| HN Mirror

Y	Hacker News new \| ask \| show \| jobs

by MrSaints 2415 days ago

We are currently experimenting with workflow engines for orchestrating different components, e.g. data ingestion, data preprocessing, feature engineering, scoring, automated decision making / escalation. Namely, Argo for offline processing, and bulk processing; Zeebe, and Cadence (trying both out) for online processing, and business logic / application services.

We don't yet have a polyglot architecture, but we do have the requirement of running distributed services (partly because there are certain components of the pipeline that needs to be run on-premise), and we have found that workflow engines / orchestrators definitely makes it a lot easier to reason about the wider architecture / have a bird's eye view. It works for us. No need to handle callbacks, events, queues, etc. We also do have the potential to run a polyglot architecture.

We tried out Celery Workflows, and struggled to get it "production ready", so I'd advise against this for complex workflows. We also found the visibility lacking.

We have yet to fully try out Kubeflow, and MLflow. What is not quite working at the moment is creating, and deploying portable models. And I don't mean simply pickling, and storing an artifact.

Leveraging containers (Docker), and slapping simple anti-corruption layers (e.g. simple web APIs) has also helped. We have a more consistent way of deploying, and isolating code without having to rewrite much.

We want to look into using Nuclio, and/or knative to ease the process of deployment, and to empower the data scientists to deliver without much engineering expertise.

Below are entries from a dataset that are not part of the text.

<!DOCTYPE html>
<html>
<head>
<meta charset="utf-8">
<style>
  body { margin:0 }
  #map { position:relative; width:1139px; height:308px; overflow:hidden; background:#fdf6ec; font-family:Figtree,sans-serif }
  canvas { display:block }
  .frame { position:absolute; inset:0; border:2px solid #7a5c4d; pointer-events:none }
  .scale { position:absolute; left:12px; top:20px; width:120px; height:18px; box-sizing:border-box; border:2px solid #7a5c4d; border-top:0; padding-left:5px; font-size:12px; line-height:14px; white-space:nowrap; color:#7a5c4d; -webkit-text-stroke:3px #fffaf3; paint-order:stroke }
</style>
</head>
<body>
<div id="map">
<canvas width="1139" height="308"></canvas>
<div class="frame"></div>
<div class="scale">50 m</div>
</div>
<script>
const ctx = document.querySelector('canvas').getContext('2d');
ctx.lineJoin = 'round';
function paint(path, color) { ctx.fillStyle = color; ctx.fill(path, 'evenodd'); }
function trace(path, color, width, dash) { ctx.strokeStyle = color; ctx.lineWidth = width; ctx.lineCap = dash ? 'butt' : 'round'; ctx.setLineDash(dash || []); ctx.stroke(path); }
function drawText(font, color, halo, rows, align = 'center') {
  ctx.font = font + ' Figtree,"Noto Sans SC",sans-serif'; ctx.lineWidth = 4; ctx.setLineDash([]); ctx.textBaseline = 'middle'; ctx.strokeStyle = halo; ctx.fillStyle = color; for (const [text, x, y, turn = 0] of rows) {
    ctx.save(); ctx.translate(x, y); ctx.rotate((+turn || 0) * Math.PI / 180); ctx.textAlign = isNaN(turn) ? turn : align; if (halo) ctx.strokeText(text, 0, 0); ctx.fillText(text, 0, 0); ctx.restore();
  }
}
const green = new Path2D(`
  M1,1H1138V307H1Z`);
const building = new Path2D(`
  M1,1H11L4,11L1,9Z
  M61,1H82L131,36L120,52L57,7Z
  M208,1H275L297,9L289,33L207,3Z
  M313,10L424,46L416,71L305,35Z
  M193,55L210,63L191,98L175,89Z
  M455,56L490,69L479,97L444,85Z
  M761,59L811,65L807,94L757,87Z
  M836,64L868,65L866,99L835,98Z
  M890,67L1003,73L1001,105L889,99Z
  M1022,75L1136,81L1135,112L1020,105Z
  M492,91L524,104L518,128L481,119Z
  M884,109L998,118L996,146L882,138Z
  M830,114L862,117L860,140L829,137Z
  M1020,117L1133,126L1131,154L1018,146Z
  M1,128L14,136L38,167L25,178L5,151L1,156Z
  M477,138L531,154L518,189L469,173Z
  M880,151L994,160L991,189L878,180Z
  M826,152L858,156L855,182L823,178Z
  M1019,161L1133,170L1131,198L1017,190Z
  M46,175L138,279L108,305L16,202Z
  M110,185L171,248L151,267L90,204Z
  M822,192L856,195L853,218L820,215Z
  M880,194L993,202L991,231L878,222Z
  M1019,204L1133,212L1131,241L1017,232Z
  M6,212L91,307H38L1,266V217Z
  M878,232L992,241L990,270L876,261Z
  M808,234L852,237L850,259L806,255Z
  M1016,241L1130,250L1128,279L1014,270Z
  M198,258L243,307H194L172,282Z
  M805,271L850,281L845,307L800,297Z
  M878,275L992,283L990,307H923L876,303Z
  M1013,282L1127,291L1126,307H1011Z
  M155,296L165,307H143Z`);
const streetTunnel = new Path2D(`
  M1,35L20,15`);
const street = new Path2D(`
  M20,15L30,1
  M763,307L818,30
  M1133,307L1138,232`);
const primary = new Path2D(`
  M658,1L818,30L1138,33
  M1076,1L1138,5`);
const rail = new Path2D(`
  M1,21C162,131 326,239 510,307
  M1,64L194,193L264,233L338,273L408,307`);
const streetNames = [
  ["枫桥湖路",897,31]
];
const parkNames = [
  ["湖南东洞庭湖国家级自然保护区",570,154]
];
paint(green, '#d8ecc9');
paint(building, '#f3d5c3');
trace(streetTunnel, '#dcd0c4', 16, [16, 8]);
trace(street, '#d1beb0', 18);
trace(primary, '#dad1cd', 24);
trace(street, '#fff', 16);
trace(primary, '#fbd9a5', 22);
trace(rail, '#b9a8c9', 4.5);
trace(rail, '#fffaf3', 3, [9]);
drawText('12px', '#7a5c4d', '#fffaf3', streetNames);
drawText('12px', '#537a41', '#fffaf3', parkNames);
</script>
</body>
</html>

Others have mentioned using base classes or standard interfaces for their models. We tried this too, but it didn't work. The generalisation early on was met with conflicting requirements, and broke the interface segregation principle (not that it matters too much, but it can be confusing to not know precisely what is being used or not used). We figured it's much easier to procrastinate any abstractions. Let the data, and it's flow do the talking.